Saved entries:

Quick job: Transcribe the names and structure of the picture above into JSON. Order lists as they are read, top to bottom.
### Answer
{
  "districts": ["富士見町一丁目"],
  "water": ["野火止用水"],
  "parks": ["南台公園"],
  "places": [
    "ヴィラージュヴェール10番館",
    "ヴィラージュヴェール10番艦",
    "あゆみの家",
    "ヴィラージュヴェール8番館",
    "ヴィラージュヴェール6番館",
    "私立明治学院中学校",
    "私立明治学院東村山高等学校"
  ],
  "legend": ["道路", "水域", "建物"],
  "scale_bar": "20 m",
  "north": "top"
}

Assignment:
Each line of the data above is to be set down exactly.

Solution to the problem:
Quick job: Transcribe the names and structure of the picture above into JSON. Order lists as they are read, top to bottom.
### Answer
{
  "districts": ["富士見町一丁目"],
  "water": ["野火止用水"],
  "parks": ["南台公園"],
  "places": [
    "ヴィラージュヴェール10番館",
    "ヴィラージュヴェール10番艦",
    "あゆみの家",
    "ヴィラージュヴェール8番館",
    "ヴィラージュヴェール6番館",
    "私立明治学院中学校",
    "私立明治学院東村山高等学校"
  ],
  "legend": ["道路", "水域", "建物"],
  "scale_bar": "20 m",
  "north": "top"
}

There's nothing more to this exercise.